---------- Task data ----------
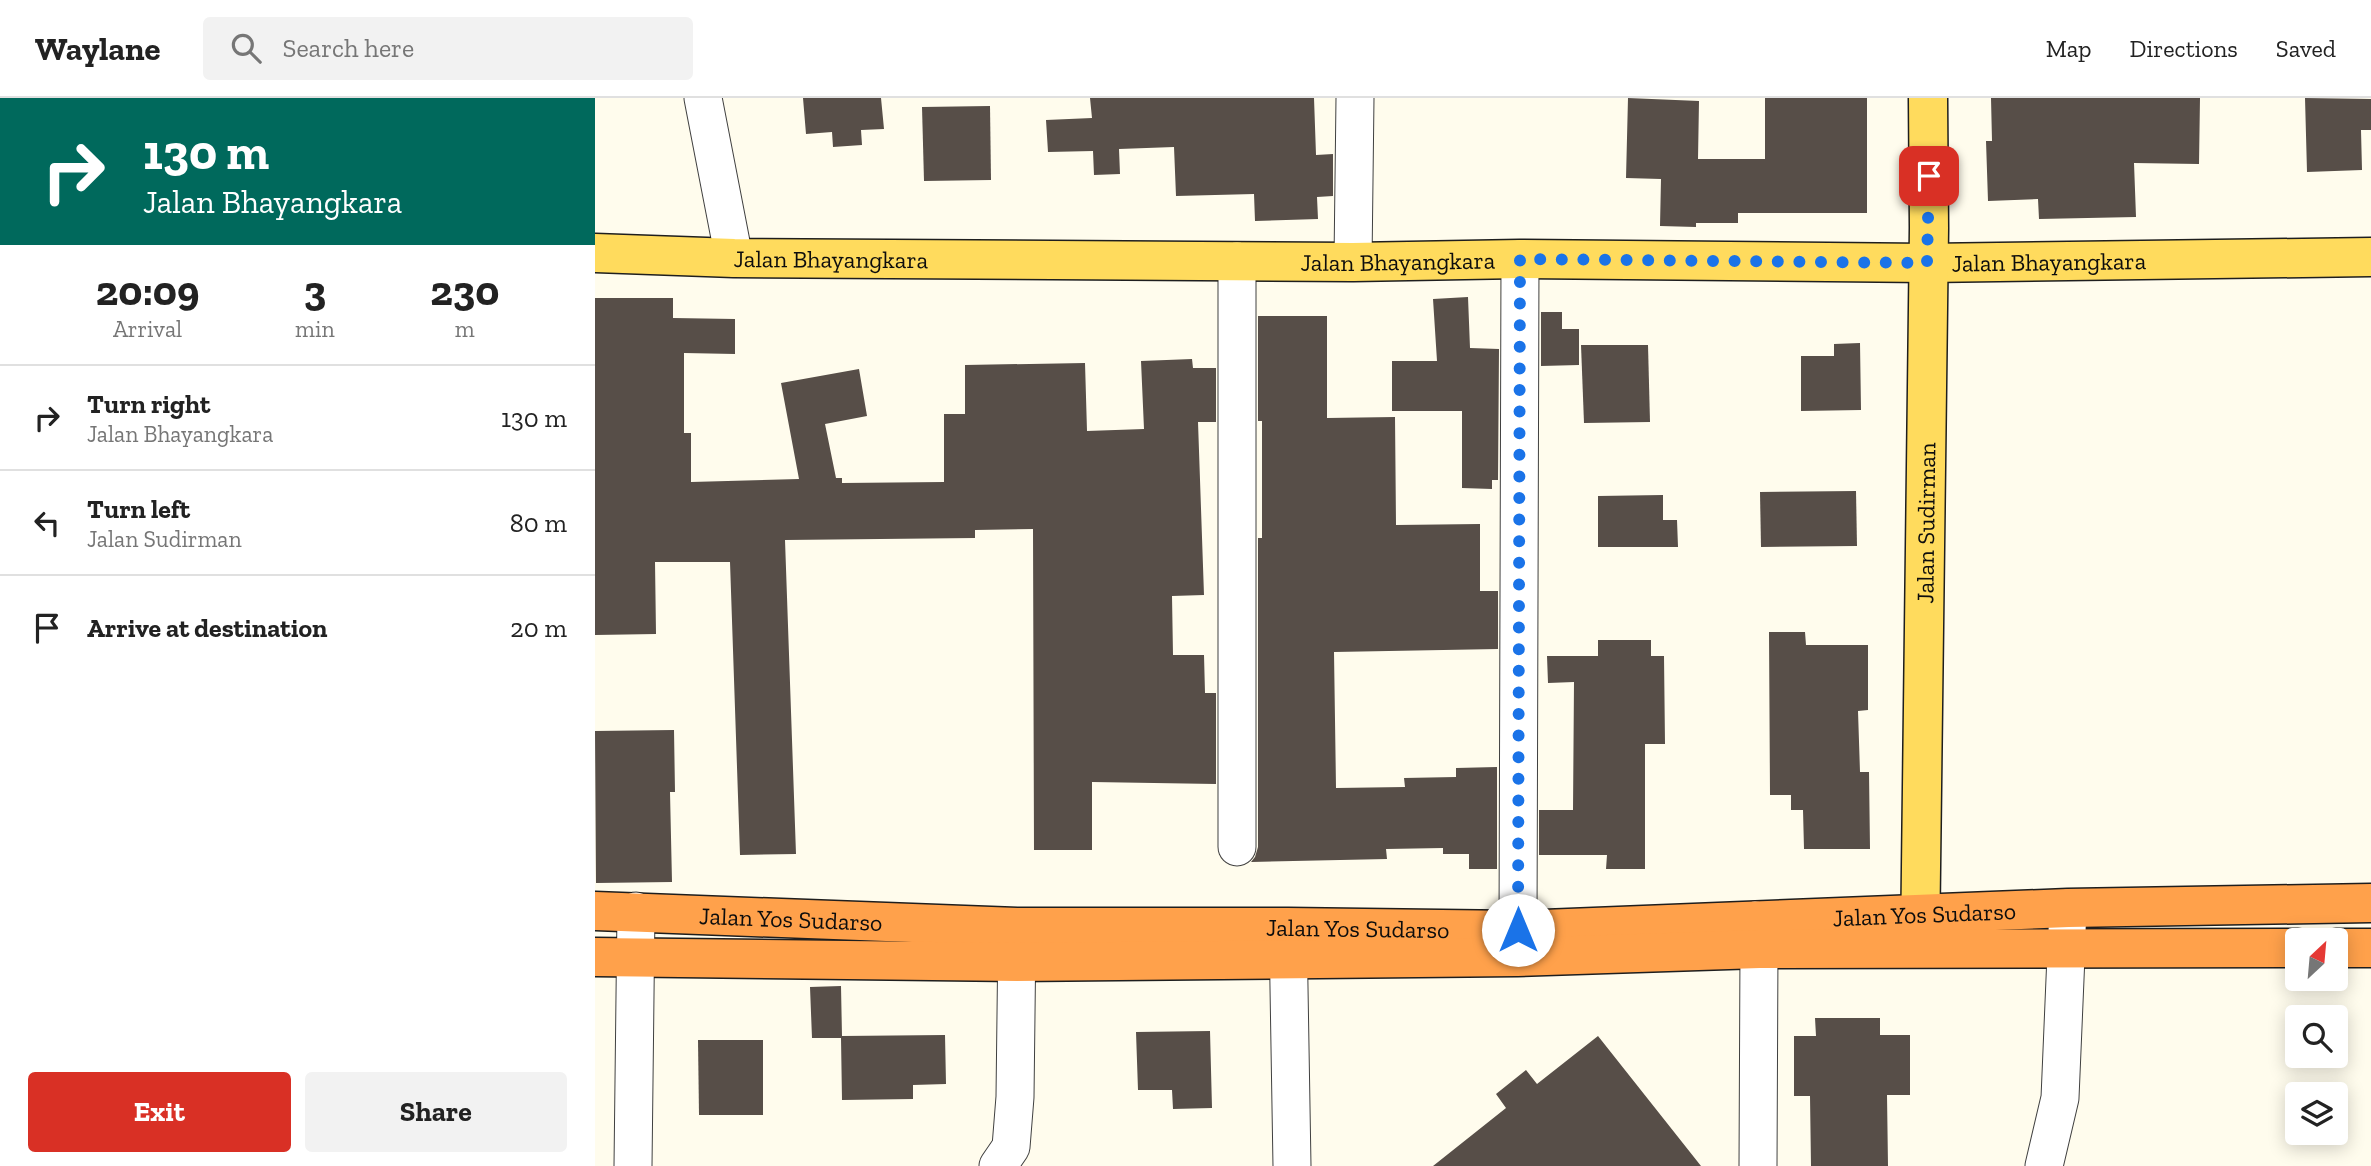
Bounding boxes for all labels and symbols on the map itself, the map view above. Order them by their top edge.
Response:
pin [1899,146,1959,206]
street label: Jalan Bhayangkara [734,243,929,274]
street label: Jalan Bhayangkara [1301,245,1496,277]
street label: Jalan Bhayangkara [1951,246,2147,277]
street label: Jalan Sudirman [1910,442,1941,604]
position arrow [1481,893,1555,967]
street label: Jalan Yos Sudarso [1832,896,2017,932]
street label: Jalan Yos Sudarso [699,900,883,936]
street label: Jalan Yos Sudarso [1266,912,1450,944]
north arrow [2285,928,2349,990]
----------
## [The problem]
Leave the pictures out and output the rest of the data word for word.

## [Result]
Bounding boxes for all labels and symbols on the map itself, the map view above. Order them by their top edge.
Response:
pin [1899,146,1959,206]
street label: Jalan Bhayangkara [734,243,929,274]
street label: Jalan Bhayangkara [1301,245,1496,277]
street label: Jalan Bhayangkara [1951,246,2147,277]
street label: Jalan Sudirman [1910,442,1941,604]
position arrow [1481,893,1555,967]
street label: Jalan Yos Sudarso [1832,896,2017,932]
street label: Jalan Yos Sudarso [699,900,883,936]
street label: Jalan Yos Sudarso [1266,912,1450,944]
north arrow [2285,928,2349,990]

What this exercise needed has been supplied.